Background information
- Born: Robert MacLean Taylor 16 April 1951 Waipukurau, North Island, New Zealand
- Died: 4 November 2025 (aged 74) Sydney, New South Wales, Australia
- Genres: Rock, country rock
- Occupation: Musician
- Instruments: electric guitar, acoustic guitar, slide guitar, vocals
- Years active: 1970–1985, 1995

= Robert Taylor (Australian guitarist) =

Australian musician (1951–2025)

Robert MacLean Taylor (16 April 1951 – 4 November 2025) was a New Zealand-born Australian guitarist who was best known as a member of the band Dragon during 1974–1984. Their top ten albums during his tenure are Running Free (1977), O Zambezi (1978) and Body and the Beat (1984). Dragon were inducted into the ARIA Hall of Fame in 2008 and the New Zealand Music Hall of Fame in 2011.

== Early life ==
Robert MacLean Taylor, was born in Waipukurau, a small town on the North Island of New Zealand, the son of an ice cream maker and a housewife. He received a scholarship to study English at Victoria University of Wellington, but left his studies for a music career.

== Career ==
In the early 1970s, Taylor was a member of various bands including Mandrake, Chum (country rockers) and the Windy City Strugglers (acoustic, blues) as well as performing solo gigs. After leaving Victoria University he joined Mammal on lead guitar in 1972 alongside Tony Backhouse on keyboards, Rick Bryant on lead vocals and tambourine, Steve Hemmens on bass guitar and Jeff Kennedy on drums. Mammal were managed by Graeme Nesbitt and were "playing basically dance-orientated music they soon got a reputation for being an arty band."

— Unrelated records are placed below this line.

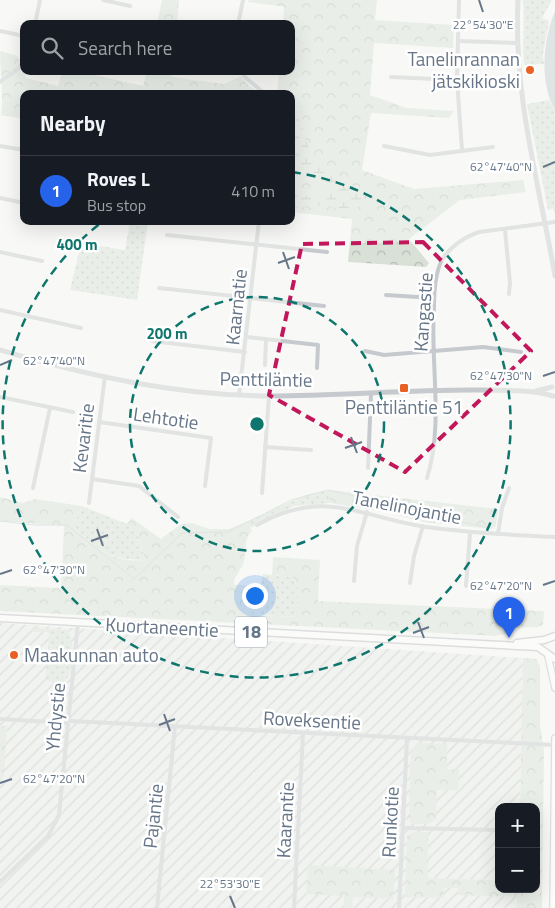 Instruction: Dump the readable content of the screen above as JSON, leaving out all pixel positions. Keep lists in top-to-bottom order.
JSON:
{
  "streets": {
    "highway": ["Kuortaneentie", "18"],
    "street": [
      "Kaarnatie",
      "Kangastie",
      "Penttiläntie",
      "Lehtotie",
      "Kevaritie",
      "Tanelinojantie",
      "Yhdystie",
      "Roveksentie",
      "Pajantie",
      "Kaarantie",
      "Runkotie"
    ]
  },
  "crossings": [
    ["Kaarnatie", "Penttiläntie"],
    ["Kangastie", "Penttiläntie"],
    ["Penttiläntie", "Kevaritie"],
    ["Lehtotie", "Kevaritie"],
    ["Kuortaneentie", "18"],
    ["Kuortaneentie", "Yhdystie"],
    ["Yhdystie", "Roveksentie"],
    ["Roveksentie", "Pajantie"],
    ["Roveksentie", "Kaarantie"],
    ["Roveksentie", "Runkotie"]
  ],
  "places": {
    "other": ["Tanelinrannan jätskikioski", "Maakunnan auto"],
    "transit": ["Penttiläntie 51"]
  },
  "page": {
    "search": "Search here",
    "heading": "Nearby",
    "list": [
      {
        "mark": "1",
        "name": "Roves L",
        "note": "Bus stop",
        "value": "410 m"
      }
    ],
    "pins": "1",
    "map_buttons": ["+", "−"]
  },
  "coordinates": [
    "22°54'30\"E",
    "62°47'40\"N",
    "62°47'30\"N",
    "62°47'20\"N",
    "22°53'30\"E"
  ],
  "rings": ["400 m", "200 m"]
} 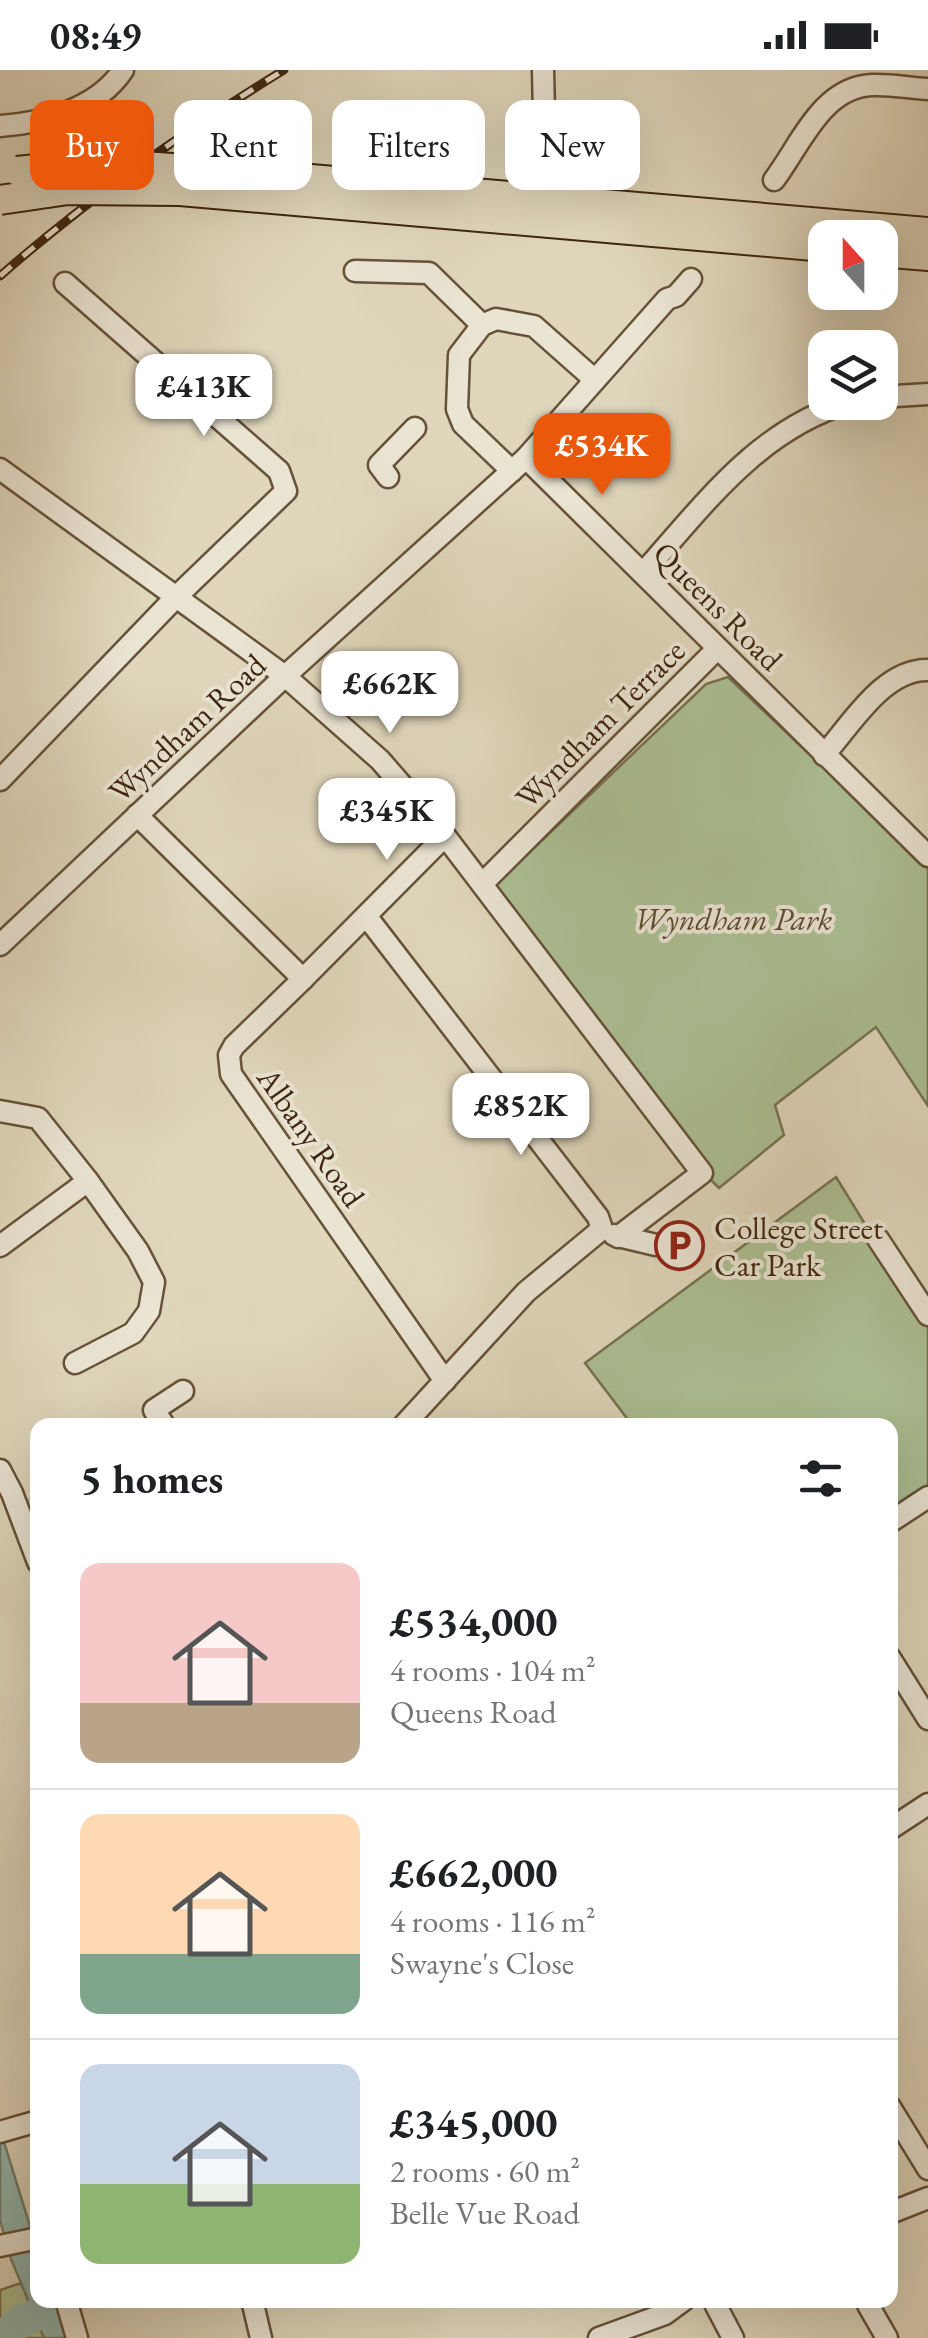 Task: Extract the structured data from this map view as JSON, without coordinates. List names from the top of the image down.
{
  "streets": {
    "street": [
      "Queens Road",
      "Wyndham Terrace",
      "Wyndham Road",
      "Albany Road"
    ]
  },
  "crossings": [
    ["Queens Road", "Wyndham Terrace"],
    ["Queens Road", "Wyndham Road"]
  ],
  "parks": ["Wyndham Park"],
  "places": {
    "parking": ["College Street Car Park"]
  },
  "north": "top",
  "page": {
    "status": "08:49",
    "chip": [
      "Buy",
      "Rent",
      "Filters",
      "New"
    ],
    "price": [
      "£413K",
      "£534K",
      "£662K",
      "£345K",
      "£852K"
    ],
    "heading": "5 homes",
    "list": [
      {
        "name": "£534,000",
        "note": "4 rooms · 104 m² · Queens Road"
      },
      {
        "name": "£662,000",
        "note": "4 rooms · 116 m² · Swayne's Close"
      },
      {
        "name": "£345,000",
        "note": "2 rooms · 60 m² · Belle Vue Road"
      }
    ]
  }
}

Mammal teamed with local poet Sam Hunt to jointly release a studio album, Beware the Man (1972). For the album the group's line-up was Taylor on guitars, slide guitar and vocals, Bryant on vocals and washboard; Patrick Bleakley on bass guitar and violoncello; Mike Fullarton on drums; Bill Lake on harmonica, guitars and vocals. They were joined by the Alex Lindsay String Quartet (Alex Lindsay, violin; Mrs. A. Lindsay, violin; Ken Burward-Hoy, viola; Wilfred Simenauer, violoncello). Mammal attended the Ngaruawahia Music Festival in January 1973, where they "gave one of their better performances". In June of that year Kerry Jacobson joined on drums. Mammal disbanded after a farewell performance at Wellington Opera House in September 1974.

The guitarist joined Dragon in December 1974 after that group had recorded their second album, Scented Gardens for the Blind (1975). With Taylor on board, the group "eschewed the art-rock trappings for raunchier dance music." His first songwriting credit for the group, "Education", was issued as a non-album single in early 1975, but it did not chart. The band relocated to Sydney, Australia in May 1975. Another Taylor-penned track, "Wait Until Tomorrow", was recorded as their next single, by ex-pat New Zealander Peter Dawkins, who had signed the group to CBS. It had previously been recorded by Taylor with Mammal. Dragon's rendition "made little impression on the charts".

Taylor provided the "powerful two-chord riff" that underlies their first top ten hit "April Sun in Cuba" (November 1977). He was a co-author of the compositions "Education", "Blacktown Boogie", "Street Between Your Feet" and "Magic". After Dragon's first breakup in 1979, Taylor participated in the successful 1982 reunion, which resulted in the album Body and the Beat (1984) and the related single "Rain", which reached number 2 on the Australian chart. Taylor participated in the recording of their acoustic album Incarnations (1995) and reunited with former bandmates on stage when the band was inducted into the ARIA Hall of Fame in 2008. He was also honoured when Dragon was inducted into the New Zealand Music Hall of Fame in 2011.

== Personal life and death ==
Taylor married Carol, and the couple had two children. He died in Sydney on 4 November 2025, at the age of 74. His death was announced by former Dragon drummer, Kerry Jacobson.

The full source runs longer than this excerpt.